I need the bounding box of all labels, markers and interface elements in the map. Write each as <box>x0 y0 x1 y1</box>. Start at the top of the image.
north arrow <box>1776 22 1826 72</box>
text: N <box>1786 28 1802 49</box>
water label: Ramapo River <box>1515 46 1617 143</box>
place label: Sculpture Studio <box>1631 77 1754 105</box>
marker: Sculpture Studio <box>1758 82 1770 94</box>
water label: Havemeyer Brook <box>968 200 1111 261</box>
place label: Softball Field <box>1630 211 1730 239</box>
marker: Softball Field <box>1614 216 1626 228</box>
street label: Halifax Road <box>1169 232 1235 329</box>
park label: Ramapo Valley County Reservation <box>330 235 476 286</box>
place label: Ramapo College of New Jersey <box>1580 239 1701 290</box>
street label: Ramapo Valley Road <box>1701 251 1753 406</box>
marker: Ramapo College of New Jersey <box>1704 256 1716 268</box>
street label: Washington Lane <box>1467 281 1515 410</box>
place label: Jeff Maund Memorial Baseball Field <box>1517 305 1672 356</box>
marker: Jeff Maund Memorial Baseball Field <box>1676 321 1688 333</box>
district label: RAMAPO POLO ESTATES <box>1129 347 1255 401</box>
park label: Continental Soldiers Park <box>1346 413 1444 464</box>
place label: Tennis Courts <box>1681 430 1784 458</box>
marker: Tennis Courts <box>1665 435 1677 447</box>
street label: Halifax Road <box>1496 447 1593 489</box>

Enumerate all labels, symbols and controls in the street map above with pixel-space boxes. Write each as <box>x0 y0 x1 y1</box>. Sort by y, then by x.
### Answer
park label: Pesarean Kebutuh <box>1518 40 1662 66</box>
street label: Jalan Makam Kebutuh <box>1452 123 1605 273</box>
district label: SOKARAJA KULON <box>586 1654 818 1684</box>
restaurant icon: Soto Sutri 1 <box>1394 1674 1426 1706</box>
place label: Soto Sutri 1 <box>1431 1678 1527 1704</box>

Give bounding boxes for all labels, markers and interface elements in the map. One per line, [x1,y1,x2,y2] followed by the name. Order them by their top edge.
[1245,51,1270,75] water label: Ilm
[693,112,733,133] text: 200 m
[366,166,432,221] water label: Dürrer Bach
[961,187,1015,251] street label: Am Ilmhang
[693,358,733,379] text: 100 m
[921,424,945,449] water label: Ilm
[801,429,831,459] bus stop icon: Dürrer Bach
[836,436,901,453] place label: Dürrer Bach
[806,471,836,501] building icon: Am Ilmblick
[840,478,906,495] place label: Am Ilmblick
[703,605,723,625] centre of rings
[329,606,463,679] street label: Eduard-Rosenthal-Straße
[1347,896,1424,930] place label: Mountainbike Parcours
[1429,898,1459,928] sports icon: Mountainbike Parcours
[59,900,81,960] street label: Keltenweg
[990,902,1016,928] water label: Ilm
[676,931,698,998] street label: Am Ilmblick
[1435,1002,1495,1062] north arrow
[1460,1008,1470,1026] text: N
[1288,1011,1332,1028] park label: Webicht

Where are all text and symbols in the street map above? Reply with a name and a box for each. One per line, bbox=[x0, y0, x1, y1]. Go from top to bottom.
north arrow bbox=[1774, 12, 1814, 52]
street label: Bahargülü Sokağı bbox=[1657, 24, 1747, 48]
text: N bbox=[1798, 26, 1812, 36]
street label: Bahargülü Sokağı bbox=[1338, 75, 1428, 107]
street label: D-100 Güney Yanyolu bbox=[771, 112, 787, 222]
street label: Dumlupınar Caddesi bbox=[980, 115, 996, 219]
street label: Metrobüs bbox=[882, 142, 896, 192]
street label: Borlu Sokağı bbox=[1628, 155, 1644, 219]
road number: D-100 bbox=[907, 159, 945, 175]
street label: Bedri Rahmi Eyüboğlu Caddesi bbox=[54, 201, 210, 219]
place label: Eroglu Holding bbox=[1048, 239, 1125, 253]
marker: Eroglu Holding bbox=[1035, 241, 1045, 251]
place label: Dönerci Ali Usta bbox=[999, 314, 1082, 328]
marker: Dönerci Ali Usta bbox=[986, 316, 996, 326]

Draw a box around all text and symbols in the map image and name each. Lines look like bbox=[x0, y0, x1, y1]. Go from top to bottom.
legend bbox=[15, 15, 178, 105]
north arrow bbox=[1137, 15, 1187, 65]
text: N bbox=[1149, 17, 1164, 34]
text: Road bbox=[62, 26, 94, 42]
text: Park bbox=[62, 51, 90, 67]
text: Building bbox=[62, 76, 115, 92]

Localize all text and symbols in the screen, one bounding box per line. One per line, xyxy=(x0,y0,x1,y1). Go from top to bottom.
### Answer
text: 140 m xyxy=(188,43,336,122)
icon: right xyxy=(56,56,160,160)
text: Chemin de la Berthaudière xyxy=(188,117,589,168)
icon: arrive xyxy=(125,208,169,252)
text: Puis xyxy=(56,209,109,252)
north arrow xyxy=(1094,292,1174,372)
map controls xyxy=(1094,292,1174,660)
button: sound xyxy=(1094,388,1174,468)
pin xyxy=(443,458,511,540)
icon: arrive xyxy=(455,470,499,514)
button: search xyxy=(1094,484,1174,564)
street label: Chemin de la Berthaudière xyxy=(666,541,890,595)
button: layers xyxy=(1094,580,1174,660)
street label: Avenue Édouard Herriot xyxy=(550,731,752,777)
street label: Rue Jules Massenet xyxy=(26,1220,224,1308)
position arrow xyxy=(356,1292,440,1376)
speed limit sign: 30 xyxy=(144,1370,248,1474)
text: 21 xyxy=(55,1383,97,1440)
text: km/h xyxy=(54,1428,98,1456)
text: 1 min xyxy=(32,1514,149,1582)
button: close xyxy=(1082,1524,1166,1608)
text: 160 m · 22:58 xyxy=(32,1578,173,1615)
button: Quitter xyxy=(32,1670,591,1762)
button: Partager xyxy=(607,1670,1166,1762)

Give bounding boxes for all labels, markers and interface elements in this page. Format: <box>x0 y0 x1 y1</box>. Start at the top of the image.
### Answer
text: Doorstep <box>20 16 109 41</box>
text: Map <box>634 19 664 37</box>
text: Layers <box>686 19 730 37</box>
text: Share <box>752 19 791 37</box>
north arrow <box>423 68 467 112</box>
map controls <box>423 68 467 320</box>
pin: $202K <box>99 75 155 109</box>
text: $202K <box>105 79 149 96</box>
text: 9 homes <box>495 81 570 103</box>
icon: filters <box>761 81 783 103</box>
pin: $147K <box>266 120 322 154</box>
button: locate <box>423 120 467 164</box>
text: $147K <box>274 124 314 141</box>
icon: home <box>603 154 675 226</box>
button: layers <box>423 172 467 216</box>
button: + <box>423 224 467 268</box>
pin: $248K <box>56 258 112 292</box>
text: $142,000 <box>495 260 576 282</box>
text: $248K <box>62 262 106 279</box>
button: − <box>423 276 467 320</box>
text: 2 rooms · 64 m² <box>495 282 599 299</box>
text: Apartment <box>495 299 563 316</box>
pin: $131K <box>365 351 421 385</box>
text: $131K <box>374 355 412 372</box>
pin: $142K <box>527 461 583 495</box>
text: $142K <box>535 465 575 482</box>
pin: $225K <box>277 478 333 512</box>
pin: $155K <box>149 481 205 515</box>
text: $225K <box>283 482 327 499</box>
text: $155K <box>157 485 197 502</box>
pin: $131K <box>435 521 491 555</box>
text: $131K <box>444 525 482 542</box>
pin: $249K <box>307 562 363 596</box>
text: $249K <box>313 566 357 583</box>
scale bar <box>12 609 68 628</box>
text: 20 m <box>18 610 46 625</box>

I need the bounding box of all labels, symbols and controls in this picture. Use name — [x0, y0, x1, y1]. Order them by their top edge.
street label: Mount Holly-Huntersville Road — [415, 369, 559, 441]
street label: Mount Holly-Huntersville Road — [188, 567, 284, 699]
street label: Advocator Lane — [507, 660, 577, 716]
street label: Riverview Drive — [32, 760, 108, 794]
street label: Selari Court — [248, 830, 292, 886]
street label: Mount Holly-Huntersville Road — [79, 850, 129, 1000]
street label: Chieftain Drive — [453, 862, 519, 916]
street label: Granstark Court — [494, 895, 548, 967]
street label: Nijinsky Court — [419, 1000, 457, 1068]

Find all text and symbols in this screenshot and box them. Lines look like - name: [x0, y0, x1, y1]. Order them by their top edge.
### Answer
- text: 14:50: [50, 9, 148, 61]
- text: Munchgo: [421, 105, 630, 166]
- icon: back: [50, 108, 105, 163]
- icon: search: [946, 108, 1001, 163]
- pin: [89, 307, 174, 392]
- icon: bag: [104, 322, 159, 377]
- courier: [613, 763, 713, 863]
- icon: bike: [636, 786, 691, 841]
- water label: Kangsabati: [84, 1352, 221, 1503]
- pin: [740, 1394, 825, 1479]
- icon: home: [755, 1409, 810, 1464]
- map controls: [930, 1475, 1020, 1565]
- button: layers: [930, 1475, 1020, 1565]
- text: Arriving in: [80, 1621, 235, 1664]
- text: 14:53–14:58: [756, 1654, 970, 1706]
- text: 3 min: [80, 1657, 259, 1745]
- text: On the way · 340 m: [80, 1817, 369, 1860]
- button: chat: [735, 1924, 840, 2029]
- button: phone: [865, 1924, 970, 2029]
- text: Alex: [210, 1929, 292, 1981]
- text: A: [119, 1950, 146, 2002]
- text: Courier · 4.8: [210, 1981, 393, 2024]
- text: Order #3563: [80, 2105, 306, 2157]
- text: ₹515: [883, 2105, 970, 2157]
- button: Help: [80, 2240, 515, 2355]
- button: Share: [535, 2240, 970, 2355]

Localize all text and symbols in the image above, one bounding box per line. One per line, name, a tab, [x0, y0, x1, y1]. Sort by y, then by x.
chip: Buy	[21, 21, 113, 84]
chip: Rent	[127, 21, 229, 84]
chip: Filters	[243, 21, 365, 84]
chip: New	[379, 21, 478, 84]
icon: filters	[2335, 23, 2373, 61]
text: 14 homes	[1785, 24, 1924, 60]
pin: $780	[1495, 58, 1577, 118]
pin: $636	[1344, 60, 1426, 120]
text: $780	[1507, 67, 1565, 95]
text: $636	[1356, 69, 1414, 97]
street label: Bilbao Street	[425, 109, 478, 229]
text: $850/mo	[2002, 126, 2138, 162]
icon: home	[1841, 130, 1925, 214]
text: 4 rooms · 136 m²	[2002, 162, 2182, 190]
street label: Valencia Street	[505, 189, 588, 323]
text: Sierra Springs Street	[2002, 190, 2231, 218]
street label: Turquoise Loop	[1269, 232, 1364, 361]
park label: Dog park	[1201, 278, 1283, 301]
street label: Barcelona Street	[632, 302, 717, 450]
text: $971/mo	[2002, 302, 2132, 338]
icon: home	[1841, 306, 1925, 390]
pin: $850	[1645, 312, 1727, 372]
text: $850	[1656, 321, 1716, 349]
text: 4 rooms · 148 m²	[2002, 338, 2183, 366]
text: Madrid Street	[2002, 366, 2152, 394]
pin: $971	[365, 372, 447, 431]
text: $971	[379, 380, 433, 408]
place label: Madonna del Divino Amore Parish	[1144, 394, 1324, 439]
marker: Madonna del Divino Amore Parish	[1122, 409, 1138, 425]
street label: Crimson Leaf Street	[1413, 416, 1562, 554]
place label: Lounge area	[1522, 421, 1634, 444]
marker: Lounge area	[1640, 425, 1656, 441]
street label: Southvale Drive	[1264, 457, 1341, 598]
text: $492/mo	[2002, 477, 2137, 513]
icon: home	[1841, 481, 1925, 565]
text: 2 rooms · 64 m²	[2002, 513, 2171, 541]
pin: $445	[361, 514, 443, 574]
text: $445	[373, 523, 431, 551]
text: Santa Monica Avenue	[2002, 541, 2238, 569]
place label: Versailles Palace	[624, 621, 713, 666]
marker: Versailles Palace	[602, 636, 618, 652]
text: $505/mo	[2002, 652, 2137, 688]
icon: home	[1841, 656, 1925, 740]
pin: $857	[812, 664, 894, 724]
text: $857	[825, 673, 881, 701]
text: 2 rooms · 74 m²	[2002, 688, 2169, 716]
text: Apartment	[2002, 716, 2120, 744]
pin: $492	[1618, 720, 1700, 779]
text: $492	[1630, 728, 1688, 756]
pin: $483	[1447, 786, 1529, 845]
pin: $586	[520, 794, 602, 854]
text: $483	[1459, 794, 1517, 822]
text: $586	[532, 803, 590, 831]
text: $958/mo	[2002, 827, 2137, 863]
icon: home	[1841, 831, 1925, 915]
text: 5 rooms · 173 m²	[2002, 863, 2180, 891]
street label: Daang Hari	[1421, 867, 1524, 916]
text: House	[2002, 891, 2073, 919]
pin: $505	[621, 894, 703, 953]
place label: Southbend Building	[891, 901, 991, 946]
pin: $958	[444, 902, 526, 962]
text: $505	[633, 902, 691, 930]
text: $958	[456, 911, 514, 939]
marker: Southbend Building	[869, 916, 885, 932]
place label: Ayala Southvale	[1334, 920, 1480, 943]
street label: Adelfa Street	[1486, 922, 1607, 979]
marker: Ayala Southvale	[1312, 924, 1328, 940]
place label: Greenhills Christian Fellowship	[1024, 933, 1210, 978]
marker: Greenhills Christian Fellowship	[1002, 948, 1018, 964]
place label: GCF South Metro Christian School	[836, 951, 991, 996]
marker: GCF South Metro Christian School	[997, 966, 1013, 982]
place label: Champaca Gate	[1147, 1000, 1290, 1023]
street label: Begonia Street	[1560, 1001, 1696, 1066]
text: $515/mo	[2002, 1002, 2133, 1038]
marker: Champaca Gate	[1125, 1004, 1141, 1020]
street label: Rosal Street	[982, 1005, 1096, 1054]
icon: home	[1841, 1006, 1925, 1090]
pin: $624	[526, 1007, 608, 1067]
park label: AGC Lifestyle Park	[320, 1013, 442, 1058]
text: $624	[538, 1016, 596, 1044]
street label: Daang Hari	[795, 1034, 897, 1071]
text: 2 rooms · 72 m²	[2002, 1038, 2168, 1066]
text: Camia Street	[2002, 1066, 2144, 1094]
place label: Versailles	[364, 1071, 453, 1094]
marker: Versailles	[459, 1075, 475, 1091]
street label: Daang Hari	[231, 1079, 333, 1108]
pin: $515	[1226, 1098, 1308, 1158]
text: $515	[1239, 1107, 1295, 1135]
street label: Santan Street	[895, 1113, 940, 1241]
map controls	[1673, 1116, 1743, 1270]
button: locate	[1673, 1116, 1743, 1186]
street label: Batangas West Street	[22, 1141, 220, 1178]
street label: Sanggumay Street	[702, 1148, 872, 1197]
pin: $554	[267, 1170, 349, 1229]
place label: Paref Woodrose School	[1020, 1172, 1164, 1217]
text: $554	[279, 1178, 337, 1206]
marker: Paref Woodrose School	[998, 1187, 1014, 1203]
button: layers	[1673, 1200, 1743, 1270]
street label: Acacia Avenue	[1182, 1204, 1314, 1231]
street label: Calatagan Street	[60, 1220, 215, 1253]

- [WHAT TO DO] The reply should consist solely of the lines of the data, exact, from the opening line through the line with "Enumerate all labels, symbols", inclusive.

- [COMPLETED EXERCISE]
I need the bounding box of all labels, markers and interface elements in the map. Write each as <box>x0 y0 x1 y1</box>. Start at the top of the image.
north arrow <box>1776 22 1826 72</box>
text: N <box>1786 28 1802 49</box>
water label: Ramapo River <box>1515 46 1617 143</box>
place label: Sculpture Studio <box>1631 77 1754 105</box>
marker: Sculpture Studio <box>1758 82 1770 94</box>
water label: Havemeyer Brook <box>968 200 1111 261</box>
place label: Softball Field <box>1630 211 1730 239</box>
marker: Softball Field <box>1614 216 1626 228</box>
street label: Halifax Road <box>1169 232 1235 329</box>
park label: Ramapo Valley County Reservation <box>330 235 476 286</box>
place label: Ramapo College of New Jersey <box>1580 239 1701 290</box>
street label: Ramapo Valley Road <box>1701 251 1753 406</box>
marker: Ramapo College of New Jersey <box>1704 256 1716 268</box>
street label: Washington Lane <box>1467 281 1515 410</box>
place label: Jeff Maund Memorial Baseball Field <box>1517 305 1672 356</box>
marker: Jeff Maund Memorial Baseball Field <box>1676 321 1688 333</box>
district label: RAMAPO POLO ESTATES <box>1129 347 1255 401</box>
park label: Continental Soldiers Park <box>1346 413 1444 464</box>
place label: Tennis Courts <box>1681 430 1784 458</box>
marker: Tennis Courts <box>1665 435 1677 447</box>
street label: Halifax Road <box>1496 447 1593 489</box>

Enumerate all labels, symbols and controls in the street map above with pixel-space boxes. Write each as <box>x0 y0 x1 y1</box>. Sort by y, then by x.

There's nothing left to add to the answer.